The copy must match the data word for word and contain no pictures.

** Opening DATA block **

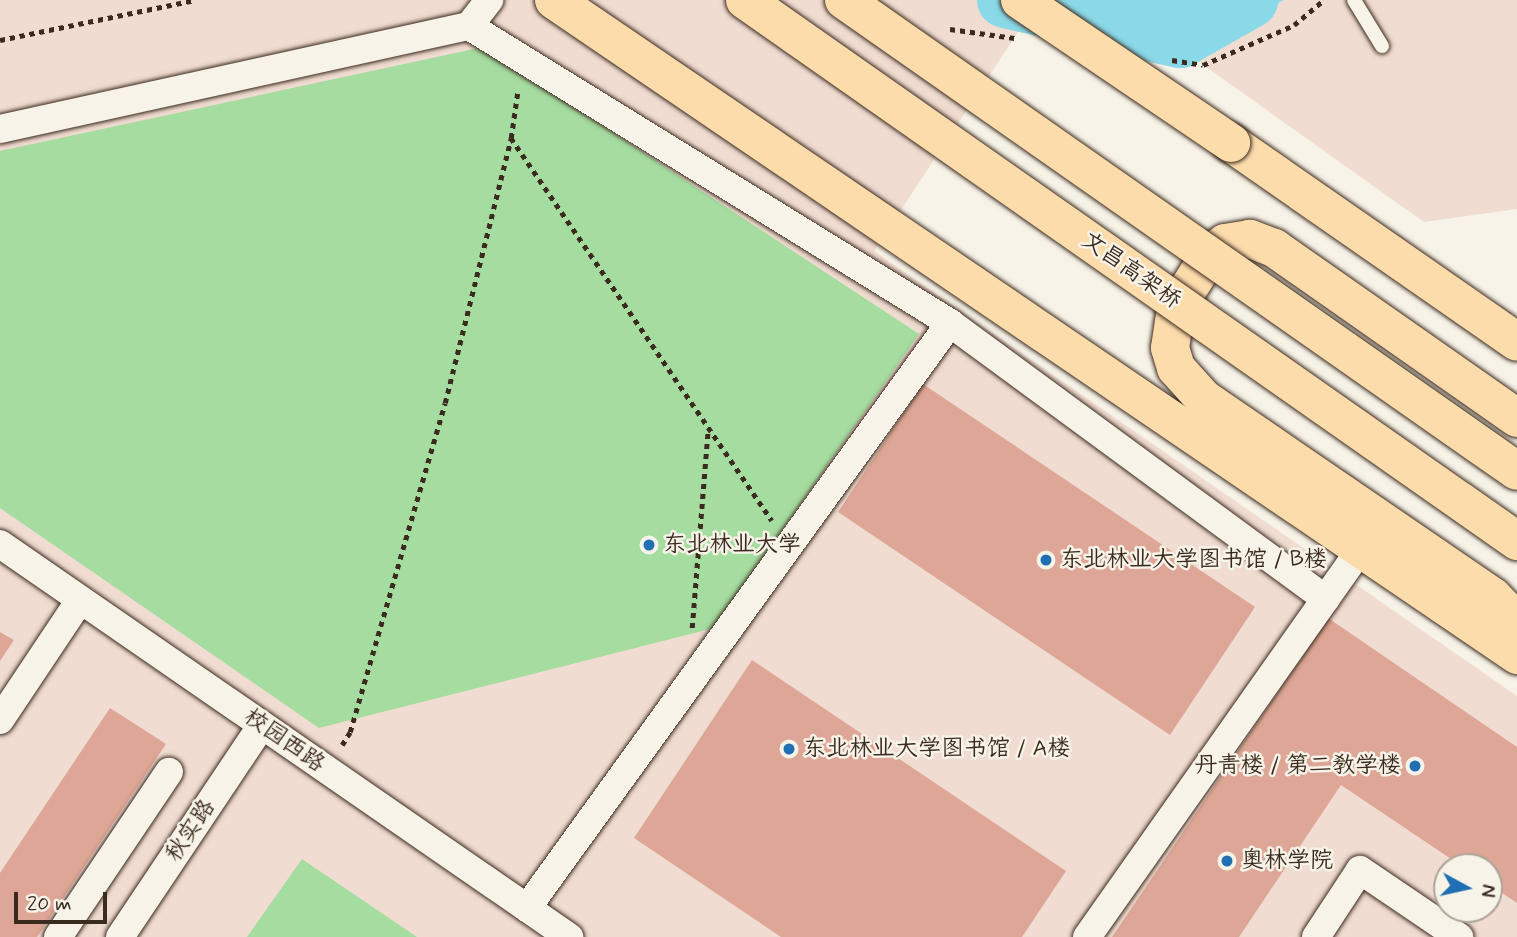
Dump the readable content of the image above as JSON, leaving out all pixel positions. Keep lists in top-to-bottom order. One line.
{"streets":{"main road":["文昌高架桥"],"street":["校园西路","秋实路"]},"crossings":[["校园西路","秋实路"]],"places":["东北林业大学","东北林业大学图书馆 / B楼","东北林业大学图书馆 / A楼","丹青楼 / 第二教学楼","奥林学院"],"scale_bar":"20 m","north":"right"}
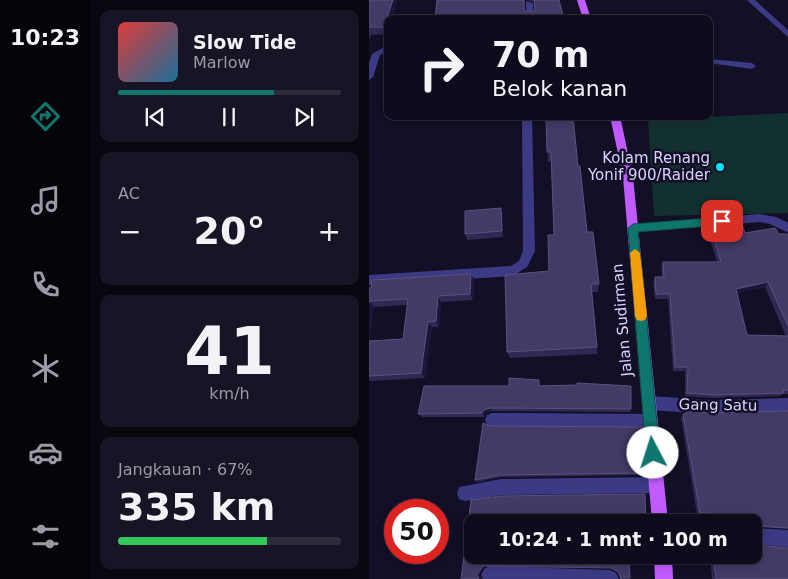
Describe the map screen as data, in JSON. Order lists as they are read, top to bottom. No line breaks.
{"streets":{"main road":["Jalan Sudirman"],"street":["Gang Satu"]},"crossings":[["Jalan Sudirman","Gang Satu"]],"places":["Kolam Renang Yonif 900/Raider"],"page":{"tabs":"10:23","turn":["70 m","Belok kanan"],"song":["Slow Tide","Marlow"],"tile":["AC",["41","km/h"],["Jangkauan · 67%","335 km"]],"heat":["−","20°","+"],"limit":"50","trip":"10:24 · 1 mnt · 100 m"}}
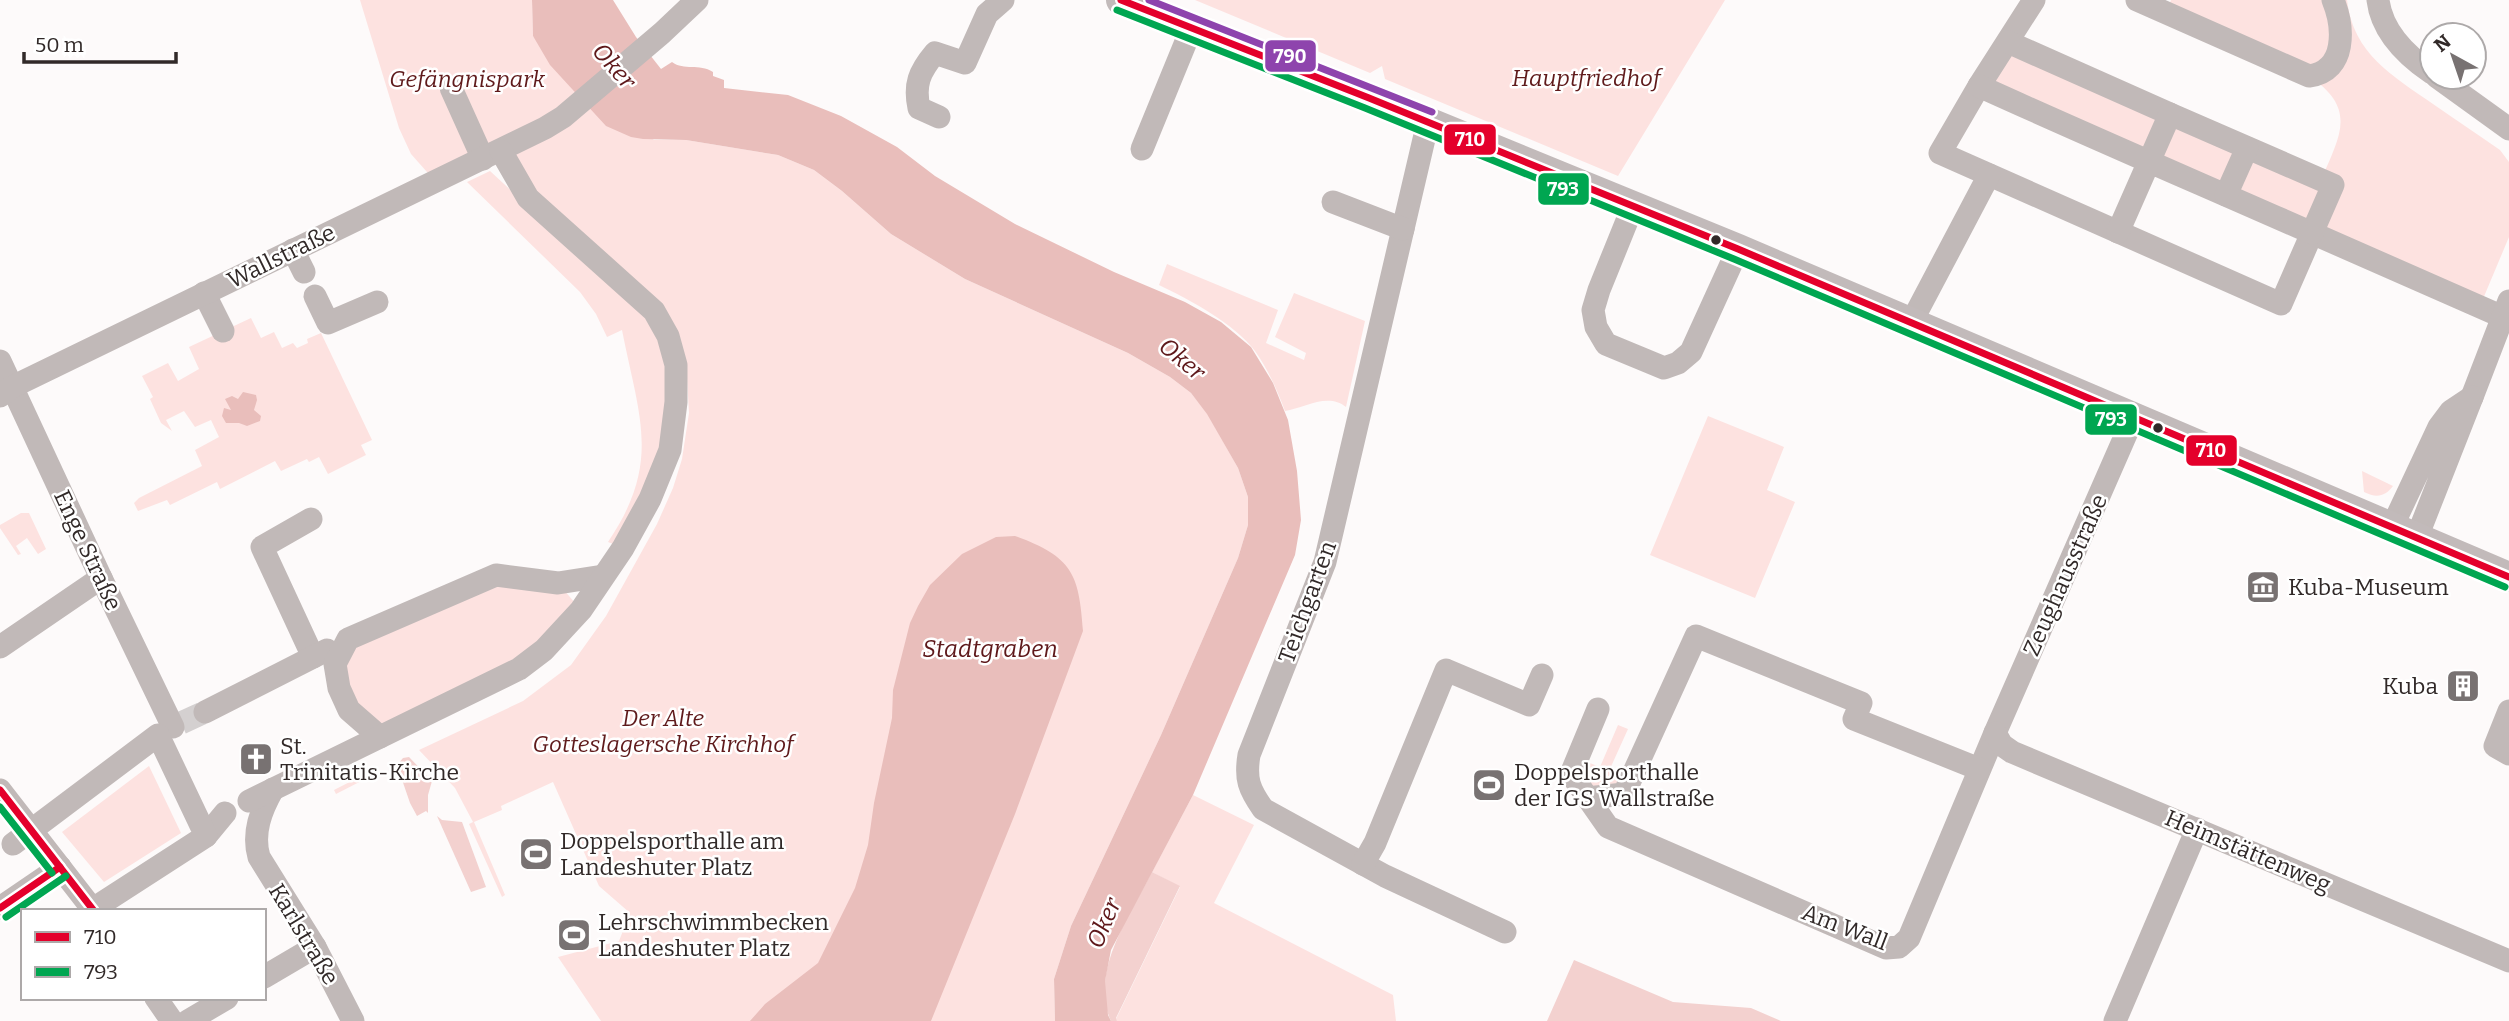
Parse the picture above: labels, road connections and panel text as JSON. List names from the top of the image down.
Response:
{
  "streets": {
    "street": [
      "Wallstraße",
      "Enge Straße",
      "Zeughausstraße",
      "Teichgarten",
      "Heimstättenweg",
      "Am Wall",
      "Karlstraße"
    ]
  },
  "crossings": [
    ["Wallstraße", "Enge Straße"],
    ["Zeughausstraße", "Heimstättenweg"],
    ["Zeughausstraße", "Am Wall"],
    ["Heimstättenweg", "Am Wall"]
  ],
  "water": ["Oker", "Stadtgraben"],
  "parks": ["Hauptfriedhof", "Gefängnispark", "Der Alte Gotteslagersche Kirchhof"],
  "places": {
    "museum": ["Kuba-Museum"],
    "building": ["Kuba"],
    "church": ["St. Trinitatis-Kirche"],
    "sports": ["Doppelsporthalle der IGS Wallstraße", "Doppelsporthalle am Landeshuter Platz", "Lehrschwimmbecken Landeshuter Platz"]
  },
  "lines": ["transit line 710", "transit line 790", "transit line 793"],
  "legend": ["710", "793"],
  "scale_bar": "50 m",
  "north": "top left"
}
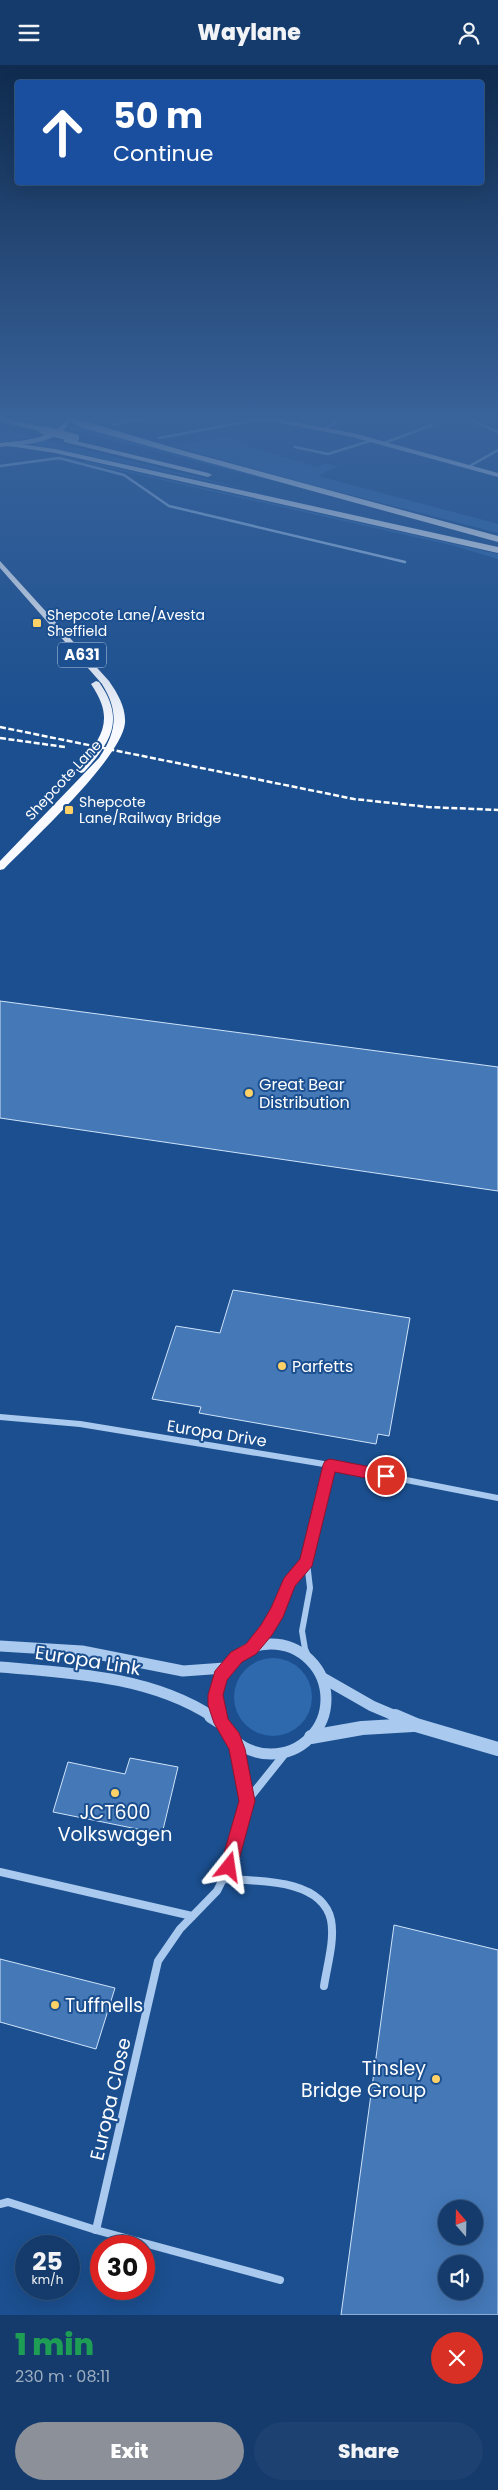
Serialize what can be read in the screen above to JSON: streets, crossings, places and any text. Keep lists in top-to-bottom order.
{
  "streets": {
    "highway": ["A631", "Shepcote Lane"],
    "street": ["Europa Drive", "Europa Link", "Europa Close"]
  },
  "crossings": [
    ["Europa Link", "Europa Close"]
  ],
  "places": {
    "transit": ["Shepcote Lane/Avesta Sheffield", "Shepcote Lane/Railway Bridge"],
    "other": [
      "Great Bear Distribution",
      "Parfetts",
      "JCT600 Volkswagen",
      "Tuffnells",
      "Tinsley Bridge Group"
    ]
  },
  "north": "top",
  "page": {
    "header": "Waylane",
    "turn": ["50 m", "Continue"],
    "speed": "25 km/h",
    "limit": "30",
    "heading": ["1 min", "230 m · 08:11"],
    "buttons": ["Exit", "Share"]
  }
}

** Closing DATA block **

_SOLUTION FOR THIS TASK:_
Dump the readable content of the image above as JSON, leaving out all pixel positions. Keep lists in top-to-bottom order. One line.
{"streets":{"main road":["文昌高架桥"],"street":["校园西路","秋实路"]},"crossings":[["校园西路","秋实路"]],"places":["东北林业大学","东北林业大学图书馆 / B楼","东北林业大学图书馆 / A楼","丹青楼 / 第二教学楼","奥林学院"],"scale_bar":"20 m","north":"right"}
Describe the map screen as data, in JSON. Order lists as they are read, top to bottom. No line breaks.
{"streets":{"main road":["Jalan Sudirman"],"street":["Gang Satu"]},"crossings":[["Jalan Sudirman","Gang Satu"]],"places":["Kolam Renang Yonif 900/Raider"],"page":{"tabs":"10:23","turn":["70 m","Belok kanan"],"song":["Slow Tide","Marlow"],"tile":["AC",["41","km/h"],["Jangkauan · 67%","335 km"]],"heat":["−","20°","+"],"limit":"50","trip":"10:24 · 1 mnt · 100 m"}}
Parse the picture above: labels, road connections and panel text as JSON. List names from the top of the image down.
Response:
{
  "streets": {
    "street": [
      "Wallstraße",
      "Enge Straße",
      "Zeughausstraße",
      "Teichgarten",
      "Heimstättenweg",
      "Am Wall",
      "Karlstraße"
    ]
  },
  "crossings": [
    ["Wallstraße", "Enge Straße"],
    ["Zeughausstraße", "Heimstättenweg"],
    ["Zeughausstraße", "Am Wall"],
    ["Heimstättenweg", "Am Wall"]
  ],
  "water": ["Oker", "Stadtgraben"],
  "parks": ["Hauptfriedhof", "Gefängnispark", "Der Alte Gotteslagersche Kirchhof"],
  "places": {
    "museum": ["Kuba-Museum"],
    "building": ["Kuba"],
    "church": ["St. Trinitatis-Kirche"],
    "sports": ["Doppelsporthalle der IGS Wallstraße", "Doppelsporthalle am Landeshuter Platz", "Lehrschwimmbecken Landeshuter Platz"]
  },
  "lines": ["transit line 710", "transit line 790", "transit line 793"],
  "legend": ["710", "793"],
  "scale_bar": "50 m",
  "north": "top left"
}
Serialize what can be read in the screen above to JSON: streets, crossings, places and any text. Keep lists in top-to-bottom order.
{
  "streets": {
    "highway": ["A631", "Shepcote Lane"],
    "street": ["Europa Drive", "Europa Link", "Europa Close"]
  },
  "crossings": [
    ["Europa Link", "Europa Close"]
  ],
  "places": {
    "transit": ["Shepcote Lane/Avesta Sheffield", "Shepcote Lane/Railway Bridge"],
    "other": [
      "Great Bear Distribution",
      "Parfetts",
      "JCT600 Volkswagen",
      "Tuffnells",
      "Tinsley Bridge Group"
    ]
  },
  "north": "top",
  "page": {
    "header": "Waylane",
    "turn": ["50 m", "Continue"],
    "speed": "25 km/h",
    "limit": "30",
    "heading": ["1 min", "230 m · 08:11"],
    "buttons": ["Exit", "Share"]
  }
}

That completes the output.